Die Wiederentdeckung dauert an. Als die Frankfurter Schirn mit ihrer großartigen Uwe-Lausen-Ausstellung ins Rennen ging, musste sich der eine oder andere erst in die eigenwillige Farb- und Raumwelt einfinden. Inzwischen ist die Schau nach München weitergezogen, und der geneigte Betrachter durfte sich einer wachsenden Zahl derjenigen zurechnen, die in Uwe Lausen einen großen Einzelgänger der 1960er Jahre sehen. Anlässlich der bald in Hamburg stattfindenden Ausstellung wirft Günter Baumann einen Blick zurück.
Bevor die rund 50 Gemälde und noch einmal so viele Arbeiten auf Papier noch in Hamburg auftauchen, wird sein Name fest verankert sein unter dem Label einer deutschen Pop Art (die vor Exkursen nicht Halt macht, im Fall Lausens in die Gewaltästhetik eines Bacon), was kein Widerspruch zum Einzelgängerstatus wäre: Hier tummeln sich nur wenige, auf die eine solche Etikettierung passen würde – Gerhard Richter allenfalls am Rande, Immendorf teilweise, am ehesten Polke, gerade er etwa gleichaltrig mit Lausen. Hat man Uwe Lausen in diesem Umfeld endlich verortet, sticht plötzlich seine Qualität heraus, ein absolut kraftvolles Oeuvre, dem man kaum ansieht, dass sein Schöpfer bereits seit 40 Jahren tot ist: 1970 nahm sich der 29jährige im Elternhaus das Leben. Dass der gebürtige Stuttgarter in seiner Heimatstadt nahezu vergessen ist, kann man nach diesem postumen Auftritt in Frankfurt, München und noch in Hamburg nur schwer nachvollziehen.

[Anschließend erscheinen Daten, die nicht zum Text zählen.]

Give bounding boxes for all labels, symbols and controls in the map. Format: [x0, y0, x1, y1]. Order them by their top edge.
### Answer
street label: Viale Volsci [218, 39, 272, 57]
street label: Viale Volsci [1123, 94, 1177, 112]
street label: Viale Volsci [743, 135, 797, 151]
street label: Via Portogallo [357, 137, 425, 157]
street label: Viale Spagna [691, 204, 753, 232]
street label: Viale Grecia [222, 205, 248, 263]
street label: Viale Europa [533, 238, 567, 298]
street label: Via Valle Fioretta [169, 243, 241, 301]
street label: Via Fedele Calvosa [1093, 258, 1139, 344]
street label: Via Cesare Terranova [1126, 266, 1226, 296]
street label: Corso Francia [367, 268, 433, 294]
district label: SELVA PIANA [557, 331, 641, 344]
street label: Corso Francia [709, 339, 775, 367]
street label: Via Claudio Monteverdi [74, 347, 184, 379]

Die Kunst war dem Autodidakten nicht in die Wiege gelegt. Geboren 1941 als Sohn eines Politikers, durchlief er zunächst ein Philosophie- und Jura-Studium, wenn auch insgeheim mit dem Ziel, Schriftsteller zu werden. Was ihm die Kunst nahebrachte, waren sicher nicht seine Wurzeln, sondern seine Begegnung mit der Münchner Künstlergruppe »Spur«, deren enormer Einfluss auf die Nachkriegskunst in Deutschland erst allmählich aufgearbeitet wird. Asger Jorn konnte so einer der stilistischen Leitsterne für Lausen werden. Im Weg standen ihm die Drogen, ein Hang zu Depressionen, ein aggressiver Charakter, gleich mehrere Gründe, dass diese überbordende malerische Dynamik tatsächlich grenzüberschreitend war – in einen Existenzialismus hinein, der dem Künstler zum Verhängnis wurde. Manch erkennbare Gestik in seiner letztlich immer figurativen Kunst grenzte auch fast an Selbstzerfleischung, sein eigenes Wohnzimmer wurde zum Tatort brutaler Szenerien, wie er sie selbst in seiner Phantasie sah. Um 1969 war Lausen verbraucht, er stieg aus der Malerei aus – ein Jahr später auch aus dem Leben. »Ende Schön Alles Schöne« ist die Ausstellung übertitelt – das Ende war es wohl in Wirklichkeit nicht, wodurch sich der Text in beiden Teilen umkehren lässt: Wenn das Ende eigentlich nicht schön war, schließt man daraus, dass auch die Schönheit keinen Ganzheitsbonus beanspruchen kann. Das entsprechende Bild mit diesem Titel hat etwas Makaber-Zynisches. Und wie das ganze Werk etwas faszinierend Morbides wie auch etwas melancholisch Aus-der-Welt-Gefallenes.
Zusätzlich zum Katalog erschien im Sommer das erste Werkverzeichnis Uwe Lausens, auch im Verlag Hachmannedition.